* _Task details_: Find and copy each line of the data that includes "absolute".

- - - - -

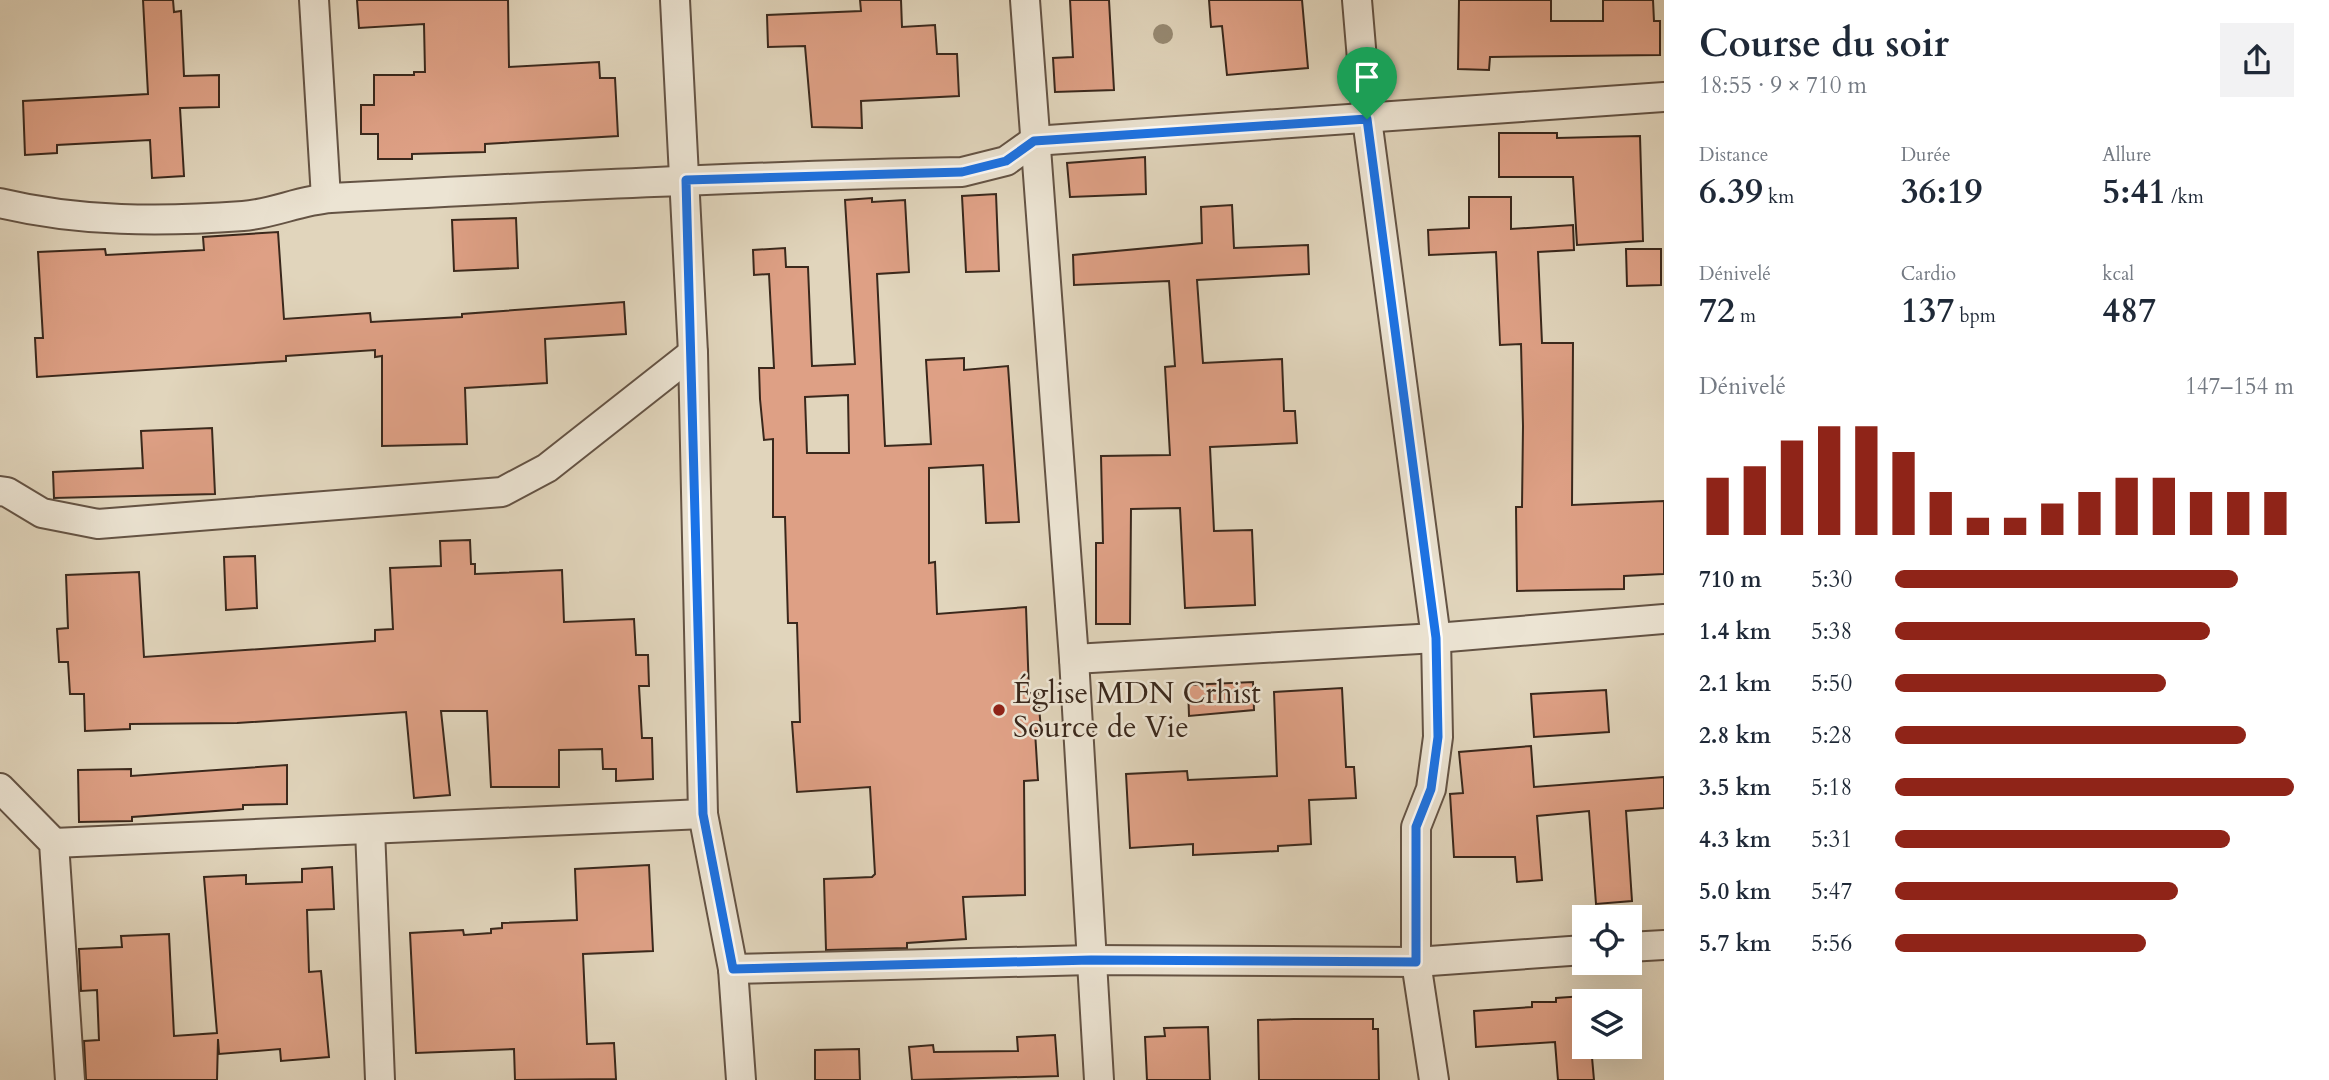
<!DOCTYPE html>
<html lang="fr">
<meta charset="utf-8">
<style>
body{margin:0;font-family:Cardo,serif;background:#f2f2f3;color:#1f2937;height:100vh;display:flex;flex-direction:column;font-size:26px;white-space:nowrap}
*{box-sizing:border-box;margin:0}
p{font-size:23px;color:#747a83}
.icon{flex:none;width:38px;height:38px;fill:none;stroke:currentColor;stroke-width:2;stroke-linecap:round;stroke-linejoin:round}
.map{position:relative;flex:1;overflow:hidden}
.drawer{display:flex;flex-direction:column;background:#fff;width:665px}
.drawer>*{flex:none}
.controls{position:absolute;left:1572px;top:905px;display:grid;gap:14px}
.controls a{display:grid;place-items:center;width:70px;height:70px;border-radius:0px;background:#fff;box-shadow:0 7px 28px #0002;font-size:35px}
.pin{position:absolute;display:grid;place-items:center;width:60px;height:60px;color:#fff;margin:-72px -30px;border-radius:50% 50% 50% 0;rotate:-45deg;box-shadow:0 0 7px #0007}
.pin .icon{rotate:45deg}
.round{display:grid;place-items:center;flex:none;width:74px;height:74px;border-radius:0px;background:#f2f2f3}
.overview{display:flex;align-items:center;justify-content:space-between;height:119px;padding:0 35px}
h1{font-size:38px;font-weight:700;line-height:52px}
.stats{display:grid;grid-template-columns:repeat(3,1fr);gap:10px;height:119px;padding:7px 35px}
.stats div{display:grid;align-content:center}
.stats b{font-size:35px;font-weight:700}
.stats small{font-size:19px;font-weight:400}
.stats p{font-size:19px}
.chart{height:196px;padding:14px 35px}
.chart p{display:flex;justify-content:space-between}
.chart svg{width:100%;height:126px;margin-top:7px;stroke:#8f2418;stroke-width:6}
ul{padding:0 35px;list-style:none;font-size:23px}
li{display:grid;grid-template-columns:112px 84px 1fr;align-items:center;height:52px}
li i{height:18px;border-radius:9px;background:#8f2418}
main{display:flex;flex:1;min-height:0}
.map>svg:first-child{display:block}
</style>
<main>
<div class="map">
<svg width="1664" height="1080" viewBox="0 0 1664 1080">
<rect width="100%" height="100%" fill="#e1d5bc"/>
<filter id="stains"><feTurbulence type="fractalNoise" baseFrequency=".00286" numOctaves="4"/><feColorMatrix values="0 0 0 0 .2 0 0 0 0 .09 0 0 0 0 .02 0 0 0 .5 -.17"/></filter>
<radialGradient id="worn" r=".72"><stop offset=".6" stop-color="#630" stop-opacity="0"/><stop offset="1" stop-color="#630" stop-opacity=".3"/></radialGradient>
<g fill="#dea085" stroke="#3a281c" stroke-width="2" fill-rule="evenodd">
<path d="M143 0H173L174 12 181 11 184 76 219 75V107L180 108 184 176 152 178 150 140 57 145V153L25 155 23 101 148 94Z"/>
<path d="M357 0H508L509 67 599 62 600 78H615L618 136 485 144V152L412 154V159H378V134H361V105H374V75H414V72H425L424 24 359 28Z"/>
<path d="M860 0H901L902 27 935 25 937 54H957L959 96 861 101 862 128 812 127 805 46 768 47 767 15 861 11Z"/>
<path d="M1070 0H1109L1114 90 1055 92 1053 58 1073 57Z"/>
<path d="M1209 0H1302L1308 68 1227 75 1222 26 1211 27Z"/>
<path d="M1459 0H1551V21H1603V0H1653L1654 21H1660V55L1490 57 1489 70 1458 69Z"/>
<path d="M1499 133H1557V138L1640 136 1643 241 1577 245 1573 177H1499Z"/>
<path d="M1145 157 1146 194 1070 197 1067 163Z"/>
<path d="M996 194 999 271 966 272 962 196Z"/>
<path d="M1469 197H1511V229L1573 225 1574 250 1538 252 1542 343H1573L1572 505 1664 501V574L1624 576V589L1517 591 1516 507H1522L1523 426 1521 344 1500 345 1496 252 1429 255 1428 230 1469 228Z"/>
<path d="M872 198V202L905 200 909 272 877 274 885 446 931 444 926 360 964 358V370L1008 366 1019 522 986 523 983 465 929 468V563L935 562 937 614 1026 607 1029 693H1038L1041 731H1035L1038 780 1024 781 1025 895 963 897 966 939 907 943V948L826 950 824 879 872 877 875 874 870 787 797 792 792 722H800L797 623H788L785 517H773V439L764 440 760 399 759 368H774L769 274 754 275 753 250 785 248 786 267H808L812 366 855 364 845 200ZM848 395 849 453H807L805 397Z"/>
<path d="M1232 205 1234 248 1308 245 1309 274 1197 280 1203 363 1282 359 1284 411H1295L1297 443 1210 447 1214 531 1252 530 1255 605 1185 608 1180 508 1131 509 1130 624H1096V543H1103L1101 456 1170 455 1165 367 1175 366 1169 281 1074 285 1073 255 1202 243 1201 207Z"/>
<path d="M516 218 518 268 454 271 452 220Z"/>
<path d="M278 232 284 319 370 313 371 322 462 317V314L624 302 626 334 545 339 547 383 465 388 467 444 382 446V356L375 357V350L286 356V361L37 377 35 338H43L38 252 105 249 106 255 204 250 203 237Z"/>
<path d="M1626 249H1661V285L1627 286Z"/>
<path d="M212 428 215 494 54 498 53 472 143 468 141 431Z"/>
<path d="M470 540 471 564H475V574L562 570 564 622 634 619 636 655H648L649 686H639L642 738H652L653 779 616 781V769H603L602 749 559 750V787H491L487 711H441L450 795 414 798 406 712 237 723 130 724V729L85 731 84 694H70L68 662H59L57 629 68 628 66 575 139 572 144 657 375 641V630L393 629 390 568 441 566 440 541Z"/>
<path d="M255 556 257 608 226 610 224 557Z"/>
<path d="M1253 682 1254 710 1189 716 1188 685Z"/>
<path d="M1342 688 1346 767H1354L1356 798 1309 800 1311 844 1278 846V851L1193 855V844L1130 848 1126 774 1187 771 1188 780 1277 776 1274 692Z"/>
<path d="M1606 690 1609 732 1534 737 1531 694Z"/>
<path d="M1531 746 1534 787 1664 777V808L1626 811 1632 901 1596 904 1589 811 1537 816 1542 880 1517 882 1515 857H1454L1450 794 1463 793 1459 752Z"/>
<path d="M287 765V804L243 805V809L132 817V821L79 822 78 770 131 769V776Z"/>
<path d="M649 865 653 951 583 954 587 1044 614 1043 616 1079 515 1080 514 1049 416 1053 410 933 463 930 464 935 491 933V929L502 928V923L577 920 575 869Z"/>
<path d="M332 867 334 909 307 910 309 972 321 971 329 1057 281 1061 280 1049 219 1054 218 1039 217 1080H86L84 1041 99 1040 97 990 81 991 79 949 122 947 121 936 169 934 174 1036 217 1033 204 877 246 875V884L302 882V869Z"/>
<path d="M1584 996V1046H1591L1594 1080H1558L1555 1042 1476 1047 1474 1011 1532 1007V1002H1556V998Z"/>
<path d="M1294 1019H1373V1029H1378L1379 1080H1259L1258 1020Z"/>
<path d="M1208 1027 1210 1080H1147L1145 1037 1165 1036 1164 1028Z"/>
<path d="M1055 1035 1058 1076 912 1080 909 1047 933 1045 934 1052 1018 1051 1017 1037Z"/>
<path d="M859 1049 860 1080H815V1050Z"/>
</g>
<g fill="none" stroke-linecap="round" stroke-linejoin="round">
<defs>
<g id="minor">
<path d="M314 0 326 198"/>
<path d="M675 0 693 353 703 814 733 969 741 1080"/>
<path d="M1025 0 1074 659 1099 1080"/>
<path d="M1357 0 1367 119 1436 638 1438 737 1431 789 1416 827V962L1434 1080"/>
<path d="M0 203C79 222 162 222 243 216 272 214 301 200 331 198 541 187 751 176 962 172L1006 161 1034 141 1664 97"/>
<path d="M0 491 7 492 42 513 98 524 502 492 547 468 693 353"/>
<path d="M1074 659 1436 638 1664 619"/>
<path d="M0 788 54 843 70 1080"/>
<path d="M370 829 380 1080"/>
<path d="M54 843 703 814"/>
<path d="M1629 947 1664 945"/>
<path d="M733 969 1091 960 1416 962 1584 950"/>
</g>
</defs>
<use href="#minor" stroke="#645344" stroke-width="32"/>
<use href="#minor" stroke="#ece4d3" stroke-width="28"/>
</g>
<circle fill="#978a73" cx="1163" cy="34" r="10"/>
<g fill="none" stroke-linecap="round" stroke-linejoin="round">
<defs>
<path id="route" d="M1367 119 1436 638 1438 737 1431 789 1416 827V962L1091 960 733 969 703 814 686 180 962 172 1006 161 1034 141Z"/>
</defs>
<use href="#route" stroke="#fff" stroke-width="14"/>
<use href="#route" stroke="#1a73e8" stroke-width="9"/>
</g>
<circle fill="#8f2418" stroke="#ece4d3" stroke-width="2.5" cx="999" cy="710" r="7"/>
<g text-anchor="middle" stroke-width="5" stroke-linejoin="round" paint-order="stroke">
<g font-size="30" fill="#3a281c" stroke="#ece4d3" text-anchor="start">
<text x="1013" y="703">Église MDN Crhist<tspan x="1013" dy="34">Source de Vie</tspan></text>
</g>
</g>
<rect width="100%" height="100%" filter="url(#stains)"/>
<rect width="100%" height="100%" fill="url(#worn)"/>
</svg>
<div class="controls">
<a><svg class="icon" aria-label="locate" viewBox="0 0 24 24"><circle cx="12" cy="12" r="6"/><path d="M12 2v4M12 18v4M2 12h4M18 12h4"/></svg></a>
<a><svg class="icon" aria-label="layers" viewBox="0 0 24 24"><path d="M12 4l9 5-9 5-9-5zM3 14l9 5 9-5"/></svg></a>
</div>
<div class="pin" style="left:1367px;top:119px;background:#1e9e55"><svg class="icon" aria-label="arrive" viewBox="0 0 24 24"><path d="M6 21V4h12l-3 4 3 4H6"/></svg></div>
</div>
<section class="drawer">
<div class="overview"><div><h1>Course du soir</h1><p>18:55 · 9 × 710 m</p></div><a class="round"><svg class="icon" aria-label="share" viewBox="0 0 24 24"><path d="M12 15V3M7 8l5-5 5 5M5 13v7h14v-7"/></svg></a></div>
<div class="stats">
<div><p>Distance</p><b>6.39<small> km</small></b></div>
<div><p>Durée</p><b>36:19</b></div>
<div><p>Allure</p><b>5:41<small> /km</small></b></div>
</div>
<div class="stats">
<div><p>Dénivelé</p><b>72<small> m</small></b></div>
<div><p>Cardio</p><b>137<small> bpm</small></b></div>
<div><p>kcal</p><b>487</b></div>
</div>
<div class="chart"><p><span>Dénivelé</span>147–154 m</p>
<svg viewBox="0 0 160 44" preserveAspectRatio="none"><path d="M5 44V24M15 44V20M25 44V11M35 44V6M45 44V6M55 44V15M65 44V29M75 44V38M85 44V38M95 44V33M105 44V29M115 44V24M125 44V24M135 44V29M145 44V29M155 44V29"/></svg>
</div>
<ul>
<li><b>710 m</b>5:30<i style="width:86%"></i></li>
<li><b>1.4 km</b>5:38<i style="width:79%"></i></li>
<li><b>2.1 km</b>5:50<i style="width:68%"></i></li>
<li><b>2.8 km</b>5:28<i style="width:88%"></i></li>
<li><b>3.5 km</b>5:18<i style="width:100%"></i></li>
<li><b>4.3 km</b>5:31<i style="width:84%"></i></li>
<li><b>5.0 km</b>5:47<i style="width:71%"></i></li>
<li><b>5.7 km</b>5:56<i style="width:63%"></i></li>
</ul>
</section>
</main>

- - - - -

* _Expected answer_:
.controls{position:absolute;left:1572px;top:905px;display:grid;gap:14px}
.pin{position:absolute;display:grid;place-items:center;width:60px;height:60px;color:#fff;margin:-72px -30px;border-radius:50% 50% 50% 0;rotate:-45deg;box-shadow:0 0 7px #0007}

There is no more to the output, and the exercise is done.